Categories
What it does
A category is the simplest building block in the catalog: a name that groups related products together — "Coffee," "Pastries," "Board Games," and so on.
Each category also carries a station: Kitchen, Bar, or None. Every product in that category inherits its station automatically — nobody sets a station per product. Staff manage categories from a plain list/create/update screen, the same pattern used across the catalog.
Why it matters
Station is what makes the Transactions order slip work without any extra setup.
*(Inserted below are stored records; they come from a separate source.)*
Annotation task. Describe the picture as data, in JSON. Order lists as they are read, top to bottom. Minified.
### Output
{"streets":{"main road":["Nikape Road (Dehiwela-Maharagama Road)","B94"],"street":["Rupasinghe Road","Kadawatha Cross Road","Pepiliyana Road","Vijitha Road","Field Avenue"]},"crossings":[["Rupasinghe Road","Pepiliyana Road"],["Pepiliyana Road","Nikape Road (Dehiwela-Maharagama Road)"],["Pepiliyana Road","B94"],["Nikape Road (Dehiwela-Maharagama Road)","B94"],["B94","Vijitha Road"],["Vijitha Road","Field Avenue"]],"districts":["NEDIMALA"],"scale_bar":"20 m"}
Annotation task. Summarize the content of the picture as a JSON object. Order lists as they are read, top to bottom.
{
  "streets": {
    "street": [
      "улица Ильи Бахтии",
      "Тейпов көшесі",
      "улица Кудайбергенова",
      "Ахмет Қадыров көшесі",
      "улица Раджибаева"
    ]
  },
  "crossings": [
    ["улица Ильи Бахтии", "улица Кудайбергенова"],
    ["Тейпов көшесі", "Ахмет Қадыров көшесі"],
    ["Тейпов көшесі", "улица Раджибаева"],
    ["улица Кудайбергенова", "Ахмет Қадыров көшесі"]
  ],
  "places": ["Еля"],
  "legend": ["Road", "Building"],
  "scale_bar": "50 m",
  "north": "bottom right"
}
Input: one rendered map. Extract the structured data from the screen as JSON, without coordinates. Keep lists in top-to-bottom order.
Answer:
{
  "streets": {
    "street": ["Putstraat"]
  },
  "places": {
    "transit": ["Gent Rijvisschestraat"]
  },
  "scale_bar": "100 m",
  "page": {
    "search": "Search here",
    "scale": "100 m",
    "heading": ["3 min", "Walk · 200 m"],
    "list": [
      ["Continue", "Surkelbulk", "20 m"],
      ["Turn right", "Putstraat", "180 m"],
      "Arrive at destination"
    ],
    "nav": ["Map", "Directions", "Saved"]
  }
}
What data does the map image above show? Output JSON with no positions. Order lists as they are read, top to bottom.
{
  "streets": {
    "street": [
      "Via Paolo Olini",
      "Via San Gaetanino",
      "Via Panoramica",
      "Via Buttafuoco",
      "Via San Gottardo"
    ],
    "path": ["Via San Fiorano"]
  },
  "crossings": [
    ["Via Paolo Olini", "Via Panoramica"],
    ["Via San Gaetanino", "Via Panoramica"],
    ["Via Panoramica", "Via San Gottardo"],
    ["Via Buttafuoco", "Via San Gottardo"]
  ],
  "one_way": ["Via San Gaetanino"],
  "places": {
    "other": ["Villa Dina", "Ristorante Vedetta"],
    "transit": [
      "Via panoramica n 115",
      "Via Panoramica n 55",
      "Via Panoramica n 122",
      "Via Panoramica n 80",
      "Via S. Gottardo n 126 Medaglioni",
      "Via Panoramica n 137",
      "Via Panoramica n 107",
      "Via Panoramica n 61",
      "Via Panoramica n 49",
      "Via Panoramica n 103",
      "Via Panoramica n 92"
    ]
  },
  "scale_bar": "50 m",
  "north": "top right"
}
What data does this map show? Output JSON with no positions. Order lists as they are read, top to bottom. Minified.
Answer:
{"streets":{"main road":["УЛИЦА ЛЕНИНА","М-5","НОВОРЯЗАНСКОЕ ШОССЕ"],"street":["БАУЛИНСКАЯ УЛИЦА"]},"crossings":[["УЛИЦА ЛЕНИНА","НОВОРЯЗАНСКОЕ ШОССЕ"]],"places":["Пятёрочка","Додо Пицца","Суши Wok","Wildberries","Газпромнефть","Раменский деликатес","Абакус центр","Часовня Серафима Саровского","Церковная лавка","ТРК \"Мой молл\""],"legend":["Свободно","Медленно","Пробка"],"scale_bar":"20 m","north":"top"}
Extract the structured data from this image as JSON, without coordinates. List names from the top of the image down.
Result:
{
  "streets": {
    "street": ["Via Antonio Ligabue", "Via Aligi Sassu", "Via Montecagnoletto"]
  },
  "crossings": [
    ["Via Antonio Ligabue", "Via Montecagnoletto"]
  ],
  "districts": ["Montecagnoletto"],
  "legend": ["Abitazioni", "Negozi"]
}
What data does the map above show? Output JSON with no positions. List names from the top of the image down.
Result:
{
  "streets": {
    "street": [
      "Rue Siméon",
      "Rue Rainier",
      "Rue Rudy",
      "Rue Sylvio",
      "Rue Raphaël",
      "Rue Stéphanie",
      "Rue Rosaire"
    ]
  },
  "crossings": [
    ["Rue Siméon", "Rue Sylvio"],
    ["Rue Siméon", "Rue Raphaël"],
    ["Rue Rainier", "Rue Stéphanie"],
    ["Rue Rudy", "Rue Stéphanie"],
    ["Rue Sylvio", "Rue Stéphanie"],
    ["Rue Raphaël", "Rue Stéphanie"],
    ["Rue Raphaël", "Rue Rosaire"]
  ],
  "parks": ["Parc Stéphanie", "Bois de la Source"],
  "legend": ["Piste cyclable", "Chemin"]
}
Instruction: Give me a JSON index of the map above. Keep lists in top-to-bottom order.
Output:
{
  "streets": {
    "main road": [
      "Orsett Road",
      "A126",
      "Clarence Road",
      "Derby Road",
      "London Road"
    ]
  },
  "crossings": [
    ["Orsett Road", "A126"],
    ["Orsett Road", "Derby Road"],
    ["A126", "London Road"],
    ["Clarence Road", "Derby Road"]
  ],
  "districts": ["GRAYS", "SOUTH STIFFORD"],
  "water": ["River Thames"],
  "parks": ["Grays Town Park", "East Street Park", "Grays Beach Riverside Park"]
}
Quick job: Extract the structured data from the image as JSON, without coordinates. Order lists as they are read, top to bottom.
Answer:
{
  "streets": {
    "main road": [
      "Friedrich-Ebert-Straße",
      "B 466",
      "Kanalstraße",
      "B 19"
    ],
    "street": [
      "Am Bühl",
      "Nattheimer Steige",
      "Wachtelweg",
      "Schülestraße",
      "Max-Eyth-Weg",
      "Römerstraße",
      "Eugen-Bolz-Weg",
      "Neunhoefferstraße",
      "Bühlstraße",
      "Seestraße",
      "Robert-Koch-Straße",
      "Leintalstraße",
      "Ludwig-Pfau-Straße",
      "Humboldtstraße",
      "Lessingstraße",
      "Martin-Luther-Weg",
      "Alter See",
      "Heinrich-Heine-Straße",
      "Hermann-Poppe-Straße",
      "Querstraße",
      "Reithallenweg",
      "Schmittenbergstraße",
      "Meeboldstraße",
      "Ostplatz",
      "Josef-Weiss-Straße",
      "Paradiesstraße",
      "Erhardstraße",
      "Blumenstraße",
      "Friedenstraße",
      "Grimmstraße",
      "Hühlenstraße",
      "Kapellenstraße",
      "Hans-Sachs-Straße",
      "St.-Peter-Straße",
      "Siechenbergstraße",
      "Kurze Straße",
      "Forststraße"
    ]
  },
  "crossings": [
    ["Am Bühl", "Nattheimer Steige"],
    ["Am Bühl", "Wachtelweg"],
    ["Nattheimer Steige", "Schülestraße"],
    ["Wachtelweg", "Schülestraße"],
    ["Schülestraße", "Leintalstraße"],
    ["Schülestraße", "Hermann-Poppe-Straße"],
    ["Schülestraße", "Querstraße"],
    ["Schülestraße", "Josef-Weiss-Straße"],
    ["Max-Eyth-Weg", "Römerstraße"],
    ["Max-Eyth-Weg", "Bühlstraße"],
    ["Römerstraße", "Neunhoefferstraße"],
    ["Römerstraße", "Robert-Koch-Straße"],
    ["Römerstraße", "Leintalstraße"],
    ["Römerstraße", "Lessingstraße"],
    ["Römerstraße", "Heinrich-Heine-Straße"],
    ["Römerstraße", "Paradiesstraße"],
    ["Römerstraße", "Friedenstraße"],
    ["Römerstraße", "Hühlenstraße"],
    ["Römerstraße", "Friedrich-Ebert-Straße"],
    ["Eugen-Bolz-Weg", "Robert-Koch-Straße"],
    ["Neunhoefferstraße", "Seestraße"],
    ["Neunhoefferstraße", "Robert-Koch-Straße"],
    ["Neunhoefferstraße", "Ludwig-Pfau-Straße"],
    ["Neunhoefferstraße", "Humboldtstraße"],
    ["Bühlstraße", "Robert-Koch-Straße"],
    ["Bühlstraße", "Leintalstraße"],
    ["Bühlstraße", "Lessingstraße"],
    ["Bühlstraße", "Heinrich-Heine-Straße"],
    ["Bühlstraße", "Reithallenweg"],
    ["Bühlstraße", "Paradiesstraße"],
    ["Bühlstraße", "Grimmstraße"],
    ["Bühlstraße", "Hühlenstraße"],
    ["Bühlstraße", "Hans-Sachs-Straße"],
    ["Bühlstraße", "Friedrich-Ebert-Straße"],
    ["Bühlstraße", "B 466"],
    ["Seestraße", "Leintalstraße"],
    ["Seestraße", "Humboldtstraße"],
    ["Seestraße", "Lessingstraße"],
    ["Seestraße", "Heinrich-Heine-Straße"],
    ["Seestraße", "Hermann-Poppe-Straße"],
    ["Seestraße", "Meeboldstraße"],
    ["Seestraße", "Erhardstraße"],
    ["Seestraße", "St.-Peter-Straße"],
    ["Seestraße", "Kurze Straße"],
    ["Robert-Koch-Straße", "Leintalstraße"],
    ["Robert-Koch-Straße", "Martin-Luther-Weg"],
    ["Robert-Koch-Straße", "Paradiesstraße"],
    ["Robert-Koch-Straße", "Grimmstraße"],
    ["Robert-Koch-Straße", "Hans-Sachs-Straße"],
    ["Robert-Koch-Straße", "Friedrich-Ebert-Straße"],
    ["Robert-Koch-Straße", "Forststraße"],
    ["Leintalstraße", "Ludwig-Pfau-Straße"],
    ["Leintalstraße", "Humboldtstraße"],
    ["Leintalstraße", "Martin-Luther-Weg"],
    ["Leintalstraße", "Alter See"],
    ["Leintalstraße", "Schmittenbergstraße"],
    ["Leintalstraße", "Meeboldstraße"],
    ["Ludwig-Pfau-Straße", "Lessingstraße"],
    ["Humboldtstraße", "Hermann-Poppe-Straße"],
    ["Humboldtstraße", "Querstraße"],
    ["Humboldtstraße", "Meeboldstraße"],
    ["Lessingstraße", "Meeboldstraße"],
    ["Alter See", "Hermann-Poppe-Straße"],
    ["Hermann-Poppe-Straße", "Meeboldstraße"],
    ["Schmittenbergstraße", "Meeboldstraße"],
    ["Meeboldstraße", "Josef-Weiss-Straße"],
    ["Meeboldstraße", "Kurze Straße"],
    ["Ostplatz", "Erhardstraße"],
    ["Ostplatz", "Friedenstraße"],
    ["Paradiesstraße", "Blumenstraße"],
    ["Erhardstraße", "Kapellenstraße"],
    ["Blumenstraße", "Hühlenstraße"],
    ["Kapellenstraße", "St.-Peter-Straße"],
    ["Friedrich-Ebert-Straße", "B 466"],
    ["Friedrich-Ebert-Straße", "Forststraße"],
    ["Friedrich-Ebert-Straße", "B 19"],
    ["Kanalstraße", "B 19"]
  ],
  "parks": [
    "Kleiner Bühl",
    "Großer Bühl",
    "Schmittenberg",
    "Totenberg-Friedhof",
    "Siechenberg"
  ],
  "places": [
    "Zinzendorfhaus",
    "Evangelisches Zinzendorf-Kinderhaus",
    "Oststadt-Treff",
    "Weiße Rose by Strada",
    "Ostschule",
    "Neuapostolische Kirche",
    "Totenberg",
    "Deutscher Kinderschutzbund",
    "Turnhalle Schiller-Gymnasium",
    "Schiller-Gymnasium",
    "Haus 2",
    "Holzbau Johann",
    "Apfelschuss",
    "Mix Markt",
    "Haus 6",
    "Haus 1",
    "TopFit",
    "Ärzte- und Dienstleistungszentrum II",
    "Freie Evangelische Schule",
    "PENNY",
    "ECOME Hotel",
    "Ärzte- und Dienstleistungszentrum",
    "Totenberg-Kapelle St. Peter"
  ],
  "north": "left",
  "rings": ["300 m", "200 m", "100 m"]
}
When a sale is rung up, the printed order slip is split into a Bar section and a Kitchen section by walking each line item back to its product's category. Tag "Espresso" as Bar and "Toastie" as Kitchen once, and every future sale of either routes itself correctly — no per-product configuration, and no risk of a new product being added to the menu without anyone remembering to route it. Categories with station None (like a board-game ticket) simply never show up on a station slip at all.
Screenshot

Key capabilities
- Name-only grouping — categories exist purely to organize the catalog and route slips; no pricing or cost lives at this level.
- Station tagging —
Kitchen,Bar, orNone, inherited by every product assigned to the category. - Live routing — station is looked up at print time, not locked in when a sale happens, so re-tagging a category corrects how it prints going forward.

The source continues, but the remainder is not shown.